TRE Utilities
This tutorial shows common utilities in phenofhy.utils for working in the DNAnexus TRE. Use these helpers to locate datasets, move files in and out of projects, and load local metadata files during analysis setup. These functions complement the dx toolkit CLI rather than replace it, giving you quick shortcuts inside Python.
Connect to a dataset
Use this when you want a quick handle to the current project dataset or cohort without manually copying IDs from the DNAnexus UI. It is a convenient wrapper around the usual dx workflow.
from phenofhy.utils import get_dataset_id, connect_to_dataset
# Get the first dataset in the current project
full_id = get_dataset_id()
# Load the dataset (or a cohort if you have the record id)
dataset = connect_to_dataset()Find and download files
Use this when you need the most recent output that matches a pattern (for example, the latest CSV in /results) and want to download it locally. This complements dx find and dx download with a small Python helper.
from phenofhy.utils import find_latest_dx_file_id, download_files
file_id = find_latest_dx_file_id("*.csv", folder="/results")
download_files((file_id, "outputs/latest_results.csv"))Upload files and folders
Use this to push outputs back into the project, especially when you want to script uploads from a notebook. It mirrors dx upload and dx upload --recursive but keeps the logic in Python.

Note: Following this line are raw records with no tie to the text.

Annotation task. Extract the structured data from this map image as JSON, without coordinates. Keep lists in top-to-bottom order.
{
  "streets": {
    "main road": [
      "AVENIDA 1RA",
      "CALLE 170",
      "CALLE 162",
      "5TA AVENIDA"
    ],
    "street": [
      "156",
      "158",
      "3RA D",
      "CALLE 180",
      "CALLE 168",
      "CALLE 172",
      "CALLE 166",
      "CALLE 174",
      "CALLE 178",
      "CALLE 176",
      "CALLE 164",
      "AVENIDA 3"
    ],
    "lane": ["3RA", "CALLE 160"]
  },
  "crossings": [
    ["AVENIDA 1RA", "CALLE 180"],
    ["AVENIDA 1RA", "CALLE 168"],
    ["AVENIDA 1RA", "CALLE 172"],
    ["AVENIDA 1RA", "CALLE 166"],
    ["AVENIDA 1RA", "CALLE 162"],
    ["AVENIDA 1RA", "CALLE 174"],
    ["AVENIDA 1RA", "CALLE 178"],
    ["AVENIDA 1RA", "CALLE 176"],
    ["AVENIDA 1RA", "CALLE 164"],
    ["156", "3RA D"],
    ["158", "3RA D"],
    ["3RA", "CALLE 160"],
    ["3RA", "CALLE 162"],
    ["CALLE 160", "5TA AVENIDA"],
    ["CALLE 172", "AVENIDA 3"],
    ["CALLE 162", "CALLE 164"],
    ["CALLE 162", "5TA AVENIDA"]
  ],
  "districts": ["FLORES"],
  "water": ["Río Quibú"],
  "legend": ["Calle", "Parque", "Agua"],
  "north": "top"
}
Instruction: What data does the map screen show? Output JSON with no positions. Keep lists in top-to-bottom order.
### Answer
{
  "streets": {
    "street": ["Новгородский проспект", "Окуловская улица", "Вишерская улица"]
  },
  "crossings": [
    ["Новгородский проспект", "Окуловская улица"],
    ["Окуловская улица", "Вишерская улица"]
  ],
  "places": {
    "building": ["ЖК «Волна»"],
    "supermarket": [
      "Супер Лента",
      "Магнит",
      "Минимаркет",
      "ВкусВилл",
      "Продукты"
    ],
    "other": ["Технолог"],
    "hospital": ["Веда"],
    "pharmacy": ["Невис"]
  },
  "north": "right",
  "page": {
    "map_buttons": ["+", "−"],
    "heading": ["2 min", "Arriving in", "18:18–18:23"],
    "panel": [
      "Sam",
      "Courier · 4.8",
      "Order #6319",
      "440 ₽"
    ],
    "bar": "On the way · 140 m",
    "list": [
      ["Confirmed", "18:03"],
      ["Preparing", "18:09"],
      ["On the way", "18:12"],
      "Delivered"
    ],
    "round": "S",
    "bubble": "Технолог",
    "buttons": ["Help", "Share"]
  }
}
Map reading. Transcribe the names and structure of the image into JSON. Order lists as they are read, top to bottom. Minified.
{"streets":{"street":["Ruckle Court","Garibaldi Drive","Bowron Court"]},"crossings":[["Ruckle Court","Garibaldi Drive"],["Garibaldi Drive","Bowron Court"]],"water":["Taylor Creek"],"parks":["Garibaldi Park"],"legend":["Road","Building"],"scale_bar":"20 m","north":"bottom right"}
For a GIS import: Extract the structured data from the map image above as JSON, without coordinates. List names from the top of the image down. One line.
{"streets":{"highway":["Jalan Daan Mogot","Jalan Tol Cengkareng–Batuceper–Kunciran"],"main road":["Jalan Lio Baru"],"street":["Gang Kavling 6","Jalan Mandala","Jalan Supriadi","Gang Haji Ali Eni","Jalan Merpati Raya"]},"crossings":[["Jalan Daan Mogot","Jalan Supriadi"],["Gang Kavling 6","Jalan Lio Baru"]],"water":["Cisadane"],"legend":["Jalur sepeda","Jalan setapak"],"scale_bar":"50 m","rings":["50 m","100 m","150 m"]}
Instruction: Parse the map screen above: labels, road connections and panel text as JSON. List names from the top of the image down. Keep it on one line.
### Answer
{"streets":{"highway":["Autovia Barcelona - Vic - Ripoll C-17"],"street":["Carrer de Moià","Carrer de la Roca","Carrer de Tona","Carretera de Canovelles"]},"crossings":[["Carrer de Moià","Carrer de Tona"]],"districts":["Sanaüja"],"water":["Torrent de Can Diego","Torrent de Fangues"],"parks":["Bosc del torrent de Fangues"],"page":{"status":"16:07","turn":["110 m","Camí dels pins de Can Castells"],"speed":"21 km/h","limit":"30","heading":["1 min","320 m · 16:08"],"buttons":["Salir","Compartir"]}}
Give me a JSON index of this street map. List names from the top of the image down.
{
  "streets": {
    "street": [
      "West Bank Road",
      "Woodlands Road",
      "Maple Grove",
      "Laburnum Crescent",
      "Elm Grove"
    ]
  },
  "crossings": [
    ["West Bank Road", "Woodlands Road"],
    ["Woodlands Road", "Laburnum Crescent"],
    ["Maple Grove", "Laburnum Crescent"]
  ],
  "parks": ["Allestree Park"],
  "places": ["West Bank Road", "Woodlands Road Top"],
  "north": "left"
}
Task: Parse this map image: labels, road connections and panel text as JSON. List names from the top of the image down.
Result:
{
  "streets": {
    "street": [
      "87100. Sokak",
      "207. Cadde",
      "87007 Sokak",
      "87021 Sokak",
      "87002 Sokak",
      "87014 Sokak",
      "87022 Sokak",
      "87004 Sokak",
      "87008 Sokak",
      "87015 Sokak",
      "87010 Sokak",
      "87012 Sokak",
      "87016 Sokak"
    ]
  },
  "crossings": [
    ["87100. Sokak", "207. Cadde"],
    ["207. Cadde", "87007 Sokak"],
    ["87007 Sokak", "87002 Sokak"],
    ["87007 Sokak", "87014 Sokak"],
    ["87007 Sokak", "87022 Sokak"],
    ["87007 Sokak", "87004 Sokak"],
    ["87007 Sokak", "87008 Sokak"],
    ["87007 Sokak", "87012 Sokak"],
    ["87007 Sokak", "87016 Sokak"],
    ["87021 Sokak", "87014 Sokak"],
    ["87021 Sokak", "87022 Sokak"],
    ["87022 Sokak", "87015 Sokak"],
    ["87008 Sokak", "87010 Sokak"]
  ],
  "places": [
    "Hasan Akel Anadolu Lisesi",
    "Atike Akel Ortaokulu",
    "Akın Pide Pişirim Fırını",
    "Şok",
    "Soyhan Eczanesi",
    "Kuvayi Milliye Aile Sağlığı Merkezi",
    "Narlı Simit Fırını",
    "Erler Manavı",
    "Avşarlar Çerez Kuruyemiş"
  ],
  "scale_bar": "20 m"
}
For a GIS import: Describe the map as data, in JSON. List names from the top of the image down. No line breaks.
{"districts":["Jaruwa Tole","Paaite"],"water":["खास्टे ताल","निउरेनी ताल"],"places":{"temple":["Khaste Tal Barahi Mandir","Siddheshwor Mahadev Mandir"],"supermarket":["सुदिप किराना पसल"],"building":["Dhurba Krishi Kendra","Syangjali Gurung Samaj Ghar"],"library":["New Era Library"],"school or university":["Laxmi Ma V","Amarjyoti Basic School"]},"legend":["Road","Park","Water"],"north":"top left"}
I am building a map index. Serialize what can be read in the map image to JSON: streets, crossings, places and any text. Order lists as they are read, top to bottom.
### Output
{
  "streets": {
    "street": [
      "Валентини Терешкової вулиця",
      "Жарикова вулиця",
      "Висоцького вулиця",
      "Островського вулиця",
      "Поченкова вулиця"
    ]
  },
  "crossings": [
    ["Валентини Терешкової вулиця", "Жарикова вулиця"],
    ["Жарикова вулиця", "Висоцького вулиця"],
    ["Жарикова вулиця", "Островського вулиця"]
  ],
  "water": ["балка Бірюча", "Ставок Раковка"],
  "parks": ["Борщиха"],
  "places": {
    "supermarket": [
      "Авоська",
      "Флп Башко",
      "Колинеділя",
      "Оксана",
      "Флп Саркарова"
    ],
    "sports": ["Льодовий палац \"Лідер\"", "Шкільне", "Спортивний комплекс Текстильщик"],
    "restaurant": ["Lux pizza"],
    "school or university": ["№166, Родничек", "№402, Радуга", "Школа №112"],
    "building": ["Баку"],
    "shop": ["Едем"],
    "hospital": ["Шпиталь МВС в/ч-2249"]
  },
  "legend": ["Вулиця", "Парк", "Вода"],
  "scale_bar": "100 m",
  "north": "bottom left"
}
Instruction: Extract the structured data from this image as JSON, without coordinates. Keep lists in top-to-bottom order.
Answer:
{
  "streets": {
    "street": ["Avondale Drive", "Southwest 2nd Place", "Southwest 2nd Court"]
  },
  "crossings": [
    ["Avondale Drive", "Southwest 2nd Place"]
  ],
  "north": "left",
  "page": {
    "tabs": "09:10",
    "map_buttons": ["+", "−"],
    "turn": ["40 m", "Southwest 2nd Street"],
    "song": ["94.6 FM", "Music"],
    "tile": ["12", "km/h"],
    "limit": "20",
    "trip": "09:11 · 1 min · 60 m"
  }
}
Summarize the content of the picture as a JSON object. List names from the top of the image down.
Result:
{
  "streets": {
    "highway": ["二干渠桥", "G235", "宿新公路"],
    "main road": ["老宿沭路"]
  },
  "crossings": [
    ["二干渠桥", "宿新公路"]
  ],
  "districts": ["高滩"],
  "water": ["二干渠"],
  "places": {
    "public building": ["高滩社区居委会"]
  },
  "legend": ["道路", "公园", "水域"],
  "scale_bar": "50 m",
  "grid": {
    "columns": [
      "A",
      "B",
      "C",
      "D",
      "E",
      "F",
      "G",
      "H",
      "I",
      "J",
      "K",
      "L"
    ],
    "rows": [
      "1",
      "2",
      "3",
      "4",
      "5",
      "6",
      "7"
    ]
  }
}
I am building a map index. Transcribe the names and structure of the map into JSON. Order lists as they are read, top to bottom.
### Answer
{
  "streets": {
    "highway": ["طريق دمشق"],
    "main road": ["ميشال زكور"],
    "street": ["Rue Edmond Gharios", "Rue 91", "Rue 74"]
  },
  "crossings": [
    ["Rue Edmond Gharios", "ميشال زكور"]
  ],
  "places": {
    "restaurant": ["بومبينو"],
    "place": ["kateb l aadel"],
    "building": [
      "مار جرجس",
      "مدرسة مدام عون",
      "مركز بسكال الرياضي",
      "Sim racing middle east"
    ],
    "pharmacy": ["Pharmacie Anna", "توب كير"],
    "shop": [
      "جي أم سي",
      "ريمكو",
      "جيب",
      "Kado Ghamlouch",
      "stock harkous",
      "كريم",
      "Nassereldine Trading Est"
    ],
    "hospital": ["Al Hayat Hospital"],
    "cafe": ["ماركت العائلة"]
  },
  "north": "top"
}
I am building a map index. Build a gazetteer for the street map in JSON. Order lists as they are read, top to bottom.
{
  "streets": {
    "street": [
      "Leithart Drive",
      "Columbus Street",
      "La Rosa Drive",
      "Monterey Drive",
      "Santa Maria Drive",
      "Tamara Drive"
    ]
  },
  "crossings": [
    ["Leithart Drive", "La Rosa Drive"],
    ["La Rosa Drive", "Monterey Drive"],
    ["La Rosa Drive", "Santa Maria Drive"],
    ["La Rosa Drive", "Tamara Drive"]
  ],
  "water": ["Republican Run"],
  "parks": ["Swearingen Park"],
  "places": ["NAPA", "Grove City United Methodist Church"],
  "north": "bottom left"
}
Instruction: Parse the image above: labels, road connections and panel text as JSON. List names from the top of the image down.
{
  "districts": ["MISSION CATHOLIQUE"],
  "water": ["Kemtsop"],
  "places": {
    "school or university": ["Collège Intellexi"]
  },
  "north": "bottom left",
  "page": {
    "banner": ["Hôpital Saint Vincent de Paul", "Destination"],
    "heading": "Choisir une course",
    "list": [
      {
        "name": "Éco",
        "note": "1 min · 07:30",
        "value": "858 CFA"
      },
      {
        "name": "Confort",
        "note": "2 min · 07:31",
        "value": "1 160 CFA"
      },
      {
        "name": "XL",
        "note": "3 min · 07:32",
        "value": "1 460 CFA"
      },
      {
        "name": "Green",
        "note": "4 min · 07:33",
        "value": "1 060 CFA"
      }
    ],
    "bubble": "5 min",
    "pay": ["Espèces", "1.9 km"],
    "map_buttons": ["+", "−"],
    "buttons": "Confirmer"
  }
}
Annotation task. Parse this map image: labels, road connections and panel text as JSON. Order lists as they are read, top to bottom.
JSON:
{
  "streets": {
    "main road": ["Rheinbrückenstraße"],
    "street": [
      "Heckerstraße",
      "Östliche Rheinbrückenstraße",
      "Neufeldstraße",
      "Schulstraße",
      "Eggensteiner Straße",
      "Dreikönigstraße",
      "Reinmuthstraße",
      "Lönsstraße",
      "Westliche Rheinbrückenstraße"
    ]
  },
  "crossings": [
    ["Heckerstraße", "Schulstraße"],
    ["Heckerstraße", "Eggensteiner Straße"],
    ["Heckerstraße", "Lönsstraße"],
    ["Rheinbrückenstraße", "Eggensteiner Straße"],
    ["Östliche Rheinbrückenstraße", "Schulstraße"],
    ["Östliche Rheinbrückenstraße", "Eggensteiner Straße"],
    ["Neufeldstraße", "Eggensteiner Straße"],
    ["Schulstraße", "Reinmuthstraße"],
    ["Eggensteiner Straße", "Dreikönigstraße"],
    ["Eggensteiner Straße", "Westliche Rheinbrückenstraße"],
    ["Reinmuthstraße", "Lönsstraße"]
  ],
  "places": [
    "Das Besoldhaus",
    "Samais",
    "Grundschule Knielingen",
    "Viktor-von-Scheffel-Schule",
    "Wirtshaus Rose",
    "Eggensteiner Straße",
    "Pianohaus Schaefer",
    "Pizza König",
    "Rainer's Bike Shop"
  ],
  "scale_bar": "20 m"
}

from phenofhy.utils import upload_files, upload_folders
upload_files(["outputs/latest_results.csv"], dx_target="/results")
upload_folders(["outputs/reports"], dx_target="/results")Load local files by extension
Use this to load small local files (JSON, CSV, TSV, XLSX) into Python without repeating boilerplate. It is useful for quick metadata checks before running a pipeline.
from phenofhy.utils import load_file
cfg = load_file("config.json")
meta = load_file("metadata.tsv")Notes:
- These helpers assume the DNAnexus CLI is available and authenticated.
- For dataset access,
DX_PROJECT_CONTEXT_IDmust be set in the environment.